## Work to complete
Search the records for the word "direction" and copy every line in which it occurs.

(Stored dataset items)

......

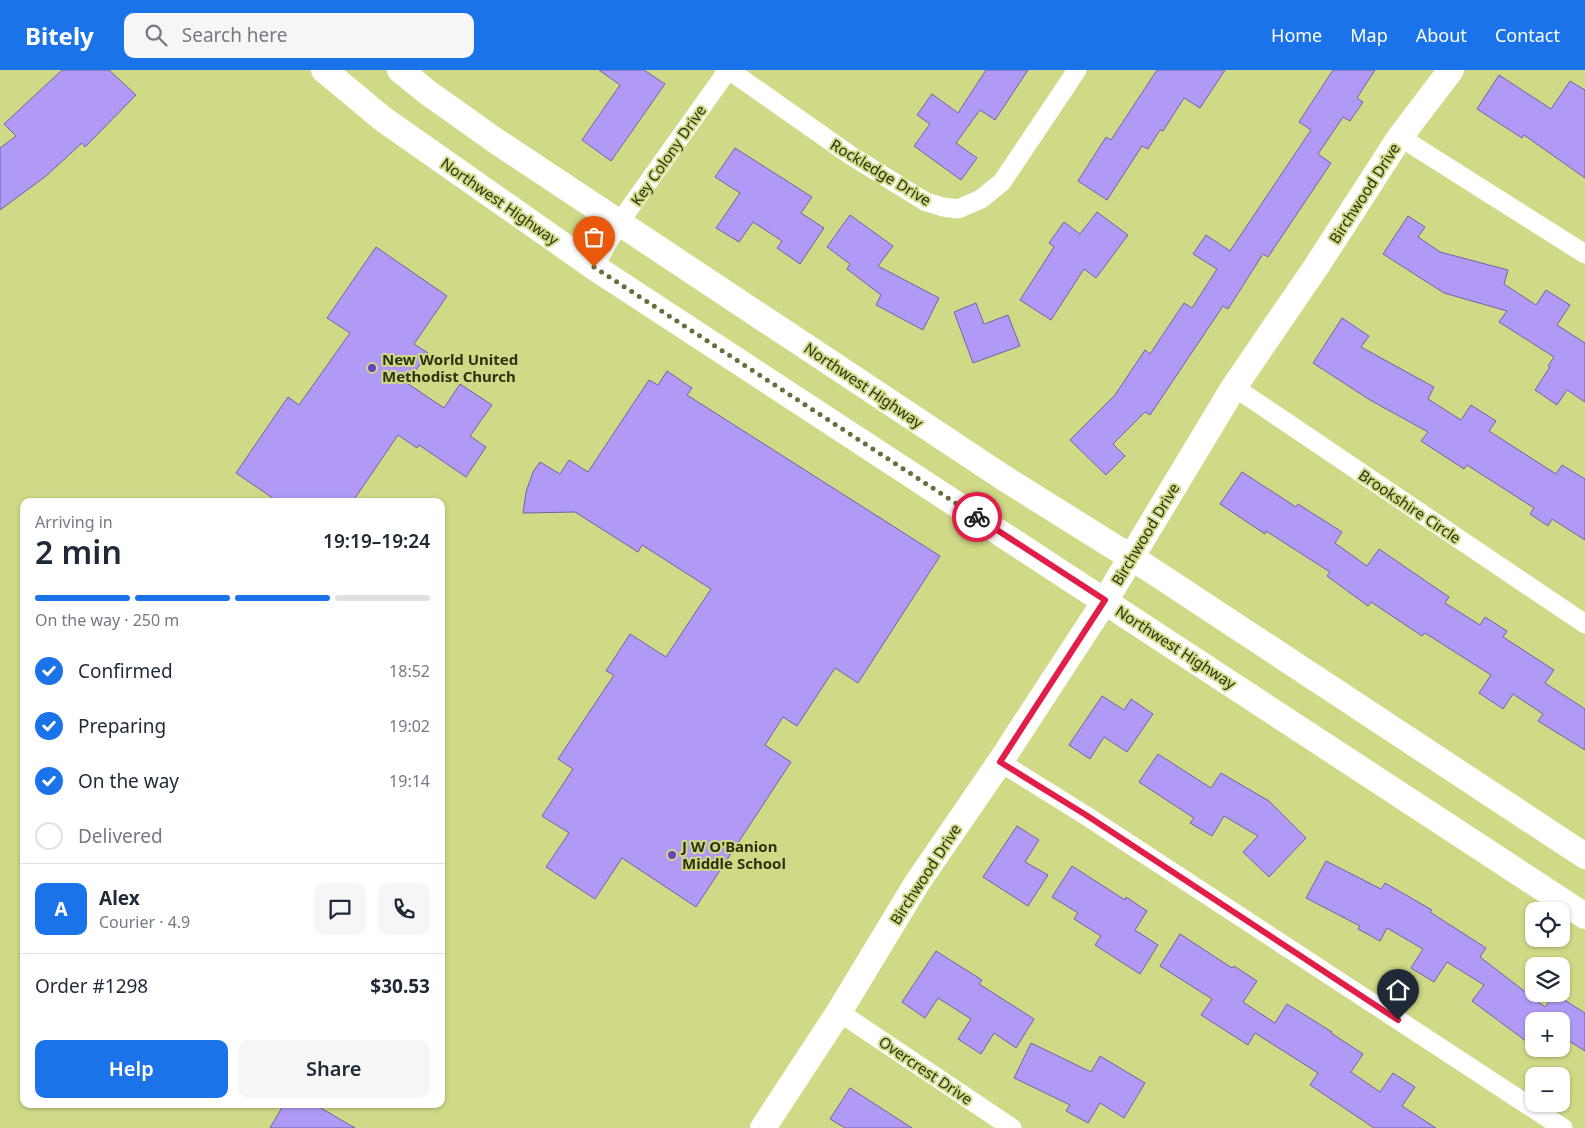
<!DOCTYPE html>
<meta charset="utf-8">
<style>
:root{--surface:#fff;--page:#f6f6f7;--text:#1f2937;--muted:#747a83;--line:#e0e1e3;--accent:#1a73e8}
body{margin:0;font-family:"Noto Sans",sans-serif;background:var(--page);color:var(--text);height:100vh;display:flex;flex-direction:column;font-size:19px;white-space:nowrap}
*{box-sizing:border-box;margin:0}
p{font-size:16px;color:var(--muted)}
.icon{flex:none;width:28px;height:28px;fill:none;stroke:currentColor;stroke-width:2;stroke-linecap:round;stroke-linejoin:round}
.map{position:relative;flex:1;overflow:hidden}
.panel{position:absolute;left:20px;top:428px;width:425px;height:610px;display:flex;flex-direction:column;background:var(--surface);border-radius:10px;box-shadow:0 1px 4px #0004}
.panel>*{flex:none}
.buttons{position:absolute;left:1525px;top:832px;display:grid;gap:10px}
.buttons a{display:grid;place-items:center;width:45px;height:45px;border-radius:10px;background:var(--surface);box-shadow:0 1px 4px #0004;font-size:25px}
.pin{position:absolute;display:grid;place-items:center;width:42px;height:42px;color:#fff;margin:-51px -21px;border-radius:50% 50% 50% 0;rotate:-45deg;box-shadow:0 0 5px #0007}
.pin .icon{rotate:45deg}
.courier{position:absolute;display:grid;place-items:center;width:50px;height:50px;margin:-25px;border:4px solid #e11d48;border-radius:50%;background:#fff;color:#222;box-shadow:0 1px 6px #0007}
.headline em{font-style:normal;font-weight:600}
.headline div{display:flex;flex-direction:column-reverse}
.headline{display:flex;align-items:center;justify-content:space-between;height:85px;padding:0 15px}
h1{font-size:32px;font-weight:600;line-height:38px}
.bar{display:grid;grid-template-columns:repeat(4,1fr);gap:8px 5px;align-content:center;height:60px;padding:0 15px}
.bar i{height:6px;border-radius:4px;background:var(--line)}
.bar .active{background:var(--accent)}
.bar p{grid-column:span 4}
.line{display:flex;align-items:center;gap:12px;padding:0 15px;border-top:1px solid var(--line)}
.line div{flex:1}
.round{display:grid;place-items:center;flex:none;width:52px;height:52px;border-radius:10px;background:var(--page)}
ol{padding:0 15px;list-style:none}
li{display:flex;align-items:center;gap:15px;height:55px}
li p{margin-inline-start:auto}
li .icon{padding:5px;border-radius:50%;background:var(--accent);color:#fff;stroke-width:4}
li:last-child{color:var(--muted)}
li i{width:28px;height:28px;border:2px solid var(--line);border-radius:50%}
.primary-button{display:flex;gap:10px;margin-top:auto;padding:10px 15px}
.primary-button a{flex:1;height:58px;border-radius:10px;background:var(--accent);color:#fff;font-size:20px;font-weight:600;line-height:58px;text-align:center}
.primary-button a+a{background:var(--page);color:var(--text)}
header{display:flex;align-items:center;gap:30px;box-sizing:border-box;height:70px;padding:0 25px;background:var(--accent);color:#fff}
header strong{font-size:24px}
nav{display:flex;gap:28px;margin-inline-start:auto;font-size:18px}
.search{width:350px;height:45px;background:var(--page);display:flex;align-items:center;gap:12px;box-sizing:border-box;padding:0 18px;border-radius:10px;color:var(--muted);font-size:19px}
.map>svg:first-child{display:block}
</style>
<header>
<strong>Bitely</strong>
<div class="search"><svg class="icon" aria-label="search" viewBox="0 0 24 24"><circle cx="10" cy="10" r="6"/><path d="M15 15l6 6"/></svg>Search here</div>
<nav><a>Home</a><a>Map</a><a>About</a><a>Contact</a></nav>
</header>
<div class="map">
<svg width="1585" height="1058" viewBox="0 0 1585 1058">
<rect width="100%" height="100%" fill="#d0d986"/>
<g fill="#b09af6" stroke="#7262a6">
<path d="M 62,0 L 109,0 L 136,25 L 85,77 L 82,73 L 46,106 L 0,140 L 0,78 L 16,66 L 4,54 Z"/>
<path d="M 599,0 L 644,0 L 665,14 L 611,91 L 582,70 L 620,15 Z"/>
<path d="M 986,0 L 1028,0 L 995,50 L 980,40 L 956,73 L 977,88 L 961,110 L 914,76 L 930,54 L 917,45 L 932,24 L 958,43 Z"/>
<path d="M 1157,0 L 1225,0 L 1200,38 L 1184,28 L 1163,61 L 1160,60 L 1148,79 L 1142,76 L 1107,130 L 1078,111 L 1106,67 L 1111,70 Z"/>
<path d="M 1333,0 L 1375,0 L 1357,28 L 1363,32 L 1350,51 L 1343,47 L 1318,84 L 1331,93 L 1268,187 L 1263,184 L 1228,239 L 1223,236 L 1150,345 L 1145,342 L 1113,374 L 1125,386 L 1106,405 L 1070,370 L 1115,325 L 1145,280 L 1150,284 L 1184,233 L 1192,238 L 1217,199 L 1193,184 L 1206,165 L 1230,181 L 1311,60 L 1299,52 Z"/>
<path d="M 1499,5 L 1551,39 L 1570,11 L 1585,20 L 1585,108 L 1524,65 L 1522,68 L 1477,39 Z"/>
<path d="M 735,78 L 812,127 L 801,143 L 824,158 L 800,194 L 777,178 L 782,171 L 753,152 L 739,172 L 716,158 L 740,123 L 715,107 Z"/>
<path d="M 1097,142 L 1128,165 L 1096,208 L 1084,199 L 1051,250 L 1020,230 L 1054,177 L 1049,173 L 1064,152 L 1080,164 Z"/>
<path d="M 850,145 L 893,176 L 878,196 L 939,228 L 923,260 L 876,235 L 881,225 L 847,199 L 850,194 L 827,177 Z"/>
<path d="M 1408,146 L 1425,157 L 1418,167 L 1440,182 L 1508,200 L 1504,214 L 1536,235 L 1546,220 L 1570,235 L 1557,255 L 1585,273 L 1585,332 L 1567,320 L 1557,335 L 1535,320 L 1550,297 L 1548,296 L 1554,287 L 1499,252 L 1507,241 L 1444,223 L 1383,184 Z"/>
<path d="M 376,177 L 447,226 L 414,274 L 428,283 L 407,313 L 444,338 L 460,314 L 492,335 L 470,366 L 486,377 L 466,407 L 419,375 L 417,378 L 398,365 L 353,431 L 277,431 L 236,403 L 288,327 L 299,335 L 350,263 L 327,248 Z"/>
<path d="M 976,233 L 984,254 L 1008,245 L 1020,276 L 973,293 L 954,242 Z"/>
<path d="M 1342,248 L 1369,266 L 1361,277 L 1434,317 L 1428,329 L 1461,350 L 1471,335 L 1496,351 L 1489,361 L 1556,404 L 1562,395 L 1585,409 L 1585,470 L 1552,449 L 1548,456 L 1530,444 L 1534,438 L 1467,395 L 1464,399 L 1421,371 L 1428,362 L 1370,330 L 1313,293 Z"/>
<path d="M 667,301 L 692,318 L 687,325 L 940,486 L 858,613 L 835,598 L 797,656 L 783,647 L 765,675 L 791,692 L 696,837 L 622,788 L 595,829 L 546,797 L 569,763 L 542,746 L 573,699 L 558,689 L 614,605 L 606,601 L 630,564 L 666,587 L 711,519 L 642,475 L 638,482 L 575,442 L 523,443 L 526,422 L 533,402 L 540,392 L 560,404 L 569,390 L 588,402 L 649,310 L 658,315 Z"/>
<path d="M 1242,402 L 1296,437 L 1298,434 L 1342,462 L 1335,473 L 1367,496 L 1379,479 L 1449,527 L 1445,533 L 1480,555 L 1485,547 L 1507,561 L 1503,567 L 1554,600 L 1545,613 L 1585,639 L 1585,680 L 1538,651 L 1543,644 L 1513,624 L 1503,639 L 1479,623 L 1491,605 L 1425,563 L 1422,566 L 1371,532 L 1368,536 L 1327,506 L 1330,502 L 1266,461 L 1265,464 L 1220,434 Z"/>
<path d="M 1102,626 L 1124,640 L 1131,629 L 1153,644 L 1127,682 L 1104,667 L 1090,689 L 1069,675 Z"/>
<path d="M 1158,684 L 1211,718 L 1221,703 L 1269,731 L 1306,768 L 1269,807 L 1243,782 L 1258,766 L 1224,746 L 1212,766 L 1190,753 L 1194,748 L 1139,712 Z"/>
<path d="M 1017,756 L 1039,770 L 1025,792 L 1048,805 L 1028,836 L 983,807 Z"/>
<path d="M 1326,791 L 1381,819 L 1385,813 L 1432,840 L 1430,842 L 1486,878 L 1480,887 L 1545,937 L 1555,924 L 1585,943 L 1585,981 L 1561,966 L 1561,951 L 1534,951 L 1534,977 L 1472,931 L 1484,915 L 1447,892 L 1434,912 L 1411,898 L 1423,879 L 1387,858 L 1380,871 L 1358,859 L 1360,856 L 1306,828 Z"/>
<path d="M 1072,796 L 1125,830 L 1126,827 L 1147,841 L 1135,860 L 1158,875 L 1140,904 L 1095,875 L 1101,866 L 1074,849 L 1078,843 L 1052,827 Z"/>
<path d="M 1180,864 L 1232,898 L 1234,896 L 1257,911 L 1243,932 L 1275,953 L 1287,934 L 1332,962 L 1331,963 L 1363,984 L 1351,1002 L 1380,1022 L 1393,1003 L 1415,1017 L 1402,1036 L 1436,1058 L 1374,1058 L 1310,1015 L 1318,1003 L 1255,963 L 1248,975 L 1201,945 L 1212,929 L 1160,896 Z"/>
<path d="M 936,881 L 982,910 L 979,914 L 1034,949 L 1016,978 L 994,963 L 981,984 L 958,969 L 971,949 L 938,928 L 925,948 L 902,932 Z"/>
<path d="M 1031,973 L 1091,1002 L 1100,986 L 1145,1013 L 1124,1048 L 1100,1033 L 1088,1053 L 1066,1041 L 1070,1035 L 1014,1008 Z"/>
<path d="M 850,1018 L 912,1058 L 845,1058 L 830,1049 Z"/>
<path d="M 284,1034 L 314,1034 L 355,1058 L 270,1058 Z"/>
</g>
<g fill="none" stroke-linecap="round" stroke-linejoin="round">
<g stroke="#fff" stroke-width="19">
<path d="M 729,0 L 850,85 L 926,132 L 943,137 L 958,139 L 981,129 L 1002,112 L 1077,0"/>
<path d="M 1400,67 L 1585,184"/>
<path d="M 594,197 L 619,153 L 728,0"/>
<path d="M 1234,317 L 1585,554"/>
<path d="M 1000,692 L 1085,745 L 1563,1058"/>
<path d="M 839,942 L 1012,1058"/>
</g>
<g stroke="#fff" stroke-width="26">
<path d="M 324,0 L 383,49 L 594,197 L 1585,846"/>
<path d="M 400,0 L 427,22 L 496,71 L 1004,408 L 1151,500 L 1585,786"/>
<path d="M 763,1058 L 839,942 L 917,813 L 1000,692 L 1105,531 L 1234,317 L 1316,197 L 1400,67 L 1451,0"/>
</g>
</g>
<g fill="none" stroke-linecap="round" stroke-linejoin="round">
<path stroke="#686d3a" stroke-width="5" stroke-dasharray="0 9" d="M 594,197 L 977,447"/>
<path stroke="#e11d48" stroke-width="6" d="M 977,447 L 1105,530 L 1000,692 L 1086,745 L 1398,950"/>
</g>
<g fill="#6a43bb" stroke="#d0d986" stroke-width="2">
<circle cx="372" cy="298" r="5"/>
<circle cx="672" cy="785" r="5"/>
</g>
<g text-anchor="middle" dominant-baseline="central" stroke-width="4" stroke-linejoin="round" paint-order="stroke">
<g font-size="15" fill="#303311" stroke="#d0d986">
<text transform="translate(668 85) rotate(-55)">Key Colony Drive</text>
<text transform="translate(881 102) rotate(31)">Rockledge Drive</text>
<text transform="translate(1364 123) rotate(-57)">Birchwood Drive</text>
<text transform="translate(500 131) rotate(35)">Northwest Highway</text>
<text transform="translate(864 315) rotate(34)">Northwest Highway</text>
<text transform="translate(1410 436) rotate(34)">Brookshire Circle</text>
<text transform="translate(1145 464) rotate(-59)">Birchwood Drive</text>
<text transform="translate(1176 577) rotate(33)">Northwest Highway</text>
<text transform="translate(925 804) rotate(-57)">Birchwood Drive</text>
<text transform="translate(926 1000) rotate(34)">Overcrest Drive</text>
</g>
<g font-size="15" font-weight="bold" fill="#303311" stroke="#d0d986" text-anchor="start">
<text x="382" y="289">New World United<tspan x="382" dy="17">Methodist Church</tspan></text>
<text x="682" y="776">J W O'Banion<tspan x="682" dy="17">Middle School</tspan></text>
</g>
</g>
</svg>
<div class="buttons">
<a><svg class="icon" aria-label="locate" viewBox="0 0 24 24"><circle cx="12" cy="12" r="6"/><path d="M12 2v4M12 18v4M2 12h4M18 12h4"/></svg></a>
<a><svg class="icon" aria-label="layers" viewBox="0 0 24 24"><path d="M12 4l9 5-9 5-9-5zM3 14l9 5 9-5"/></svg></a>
<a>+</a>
<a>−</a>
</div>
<div class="pin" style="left:594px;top:197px;background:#ea580c"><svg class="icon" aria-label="bag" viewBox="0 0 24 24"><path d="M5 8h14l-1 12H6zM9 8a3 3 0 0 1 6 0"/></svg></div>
<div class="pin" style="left:1398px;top:950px;background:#1f2937"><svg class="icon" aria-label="home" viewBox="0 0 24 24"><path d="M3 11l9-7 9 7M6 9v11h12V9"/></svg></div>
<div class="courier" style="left:977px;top:447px"><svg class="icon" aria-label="bike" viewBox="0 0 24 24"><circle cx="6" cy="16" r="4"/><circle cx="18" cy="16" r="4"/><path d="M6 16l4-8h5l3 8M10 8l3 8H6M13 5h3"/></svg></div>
<section class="panel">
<div class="headline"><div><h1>2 min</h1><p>Arriving in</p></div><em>19:19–19:24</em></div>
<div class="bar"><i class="active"></i><i class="active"></i><i class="active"></i><i></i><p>On the way · 250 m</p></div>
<ol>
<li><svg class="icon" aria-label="check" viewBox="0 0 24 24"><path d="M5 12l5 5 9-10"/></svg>Confirmed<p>18:52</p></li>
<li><svg class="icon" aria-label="check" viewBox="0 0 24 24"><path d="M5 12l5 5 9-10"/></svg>Preparing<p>19:02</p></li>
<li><svg class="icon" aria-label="check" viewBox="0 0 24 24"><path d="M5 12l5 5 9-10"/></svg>On the way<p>19:14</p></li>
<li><i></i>Delivered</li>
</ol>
<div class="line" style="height:90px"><b class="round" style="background:var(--accent);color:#fff">A</b><div><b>Alex</b><p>Courier · 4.9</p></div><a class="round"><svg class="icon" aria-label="chat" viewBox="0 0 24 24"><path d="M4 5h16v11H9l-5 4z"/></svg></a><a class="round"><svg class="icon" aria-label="phone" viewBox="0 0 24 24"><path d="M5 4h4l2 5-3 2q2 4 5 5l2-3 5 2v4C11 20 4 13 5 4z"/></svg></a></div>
<div class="line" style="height:65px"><div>Order #1298</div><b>$30.53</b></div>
<div class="primary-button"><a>Help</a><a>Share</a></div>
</section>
</div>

......

## Task result
body{margin:0;font-family:"Noto Sans",sans-serif;background:var(--page);color:var(--text);height:100vh;display:flex;flex-direction:column;font-size:19px;white-space:nowrap}
.panel{position:absolute;left:20px;top:428px;width:425px;height:610px;display:flex;flex-direction:column;background:var(--surface);border-radius:10px;box-shadow:0 1px 4px #0004}
.headline div{display:flex;flex-direction:column-reverse}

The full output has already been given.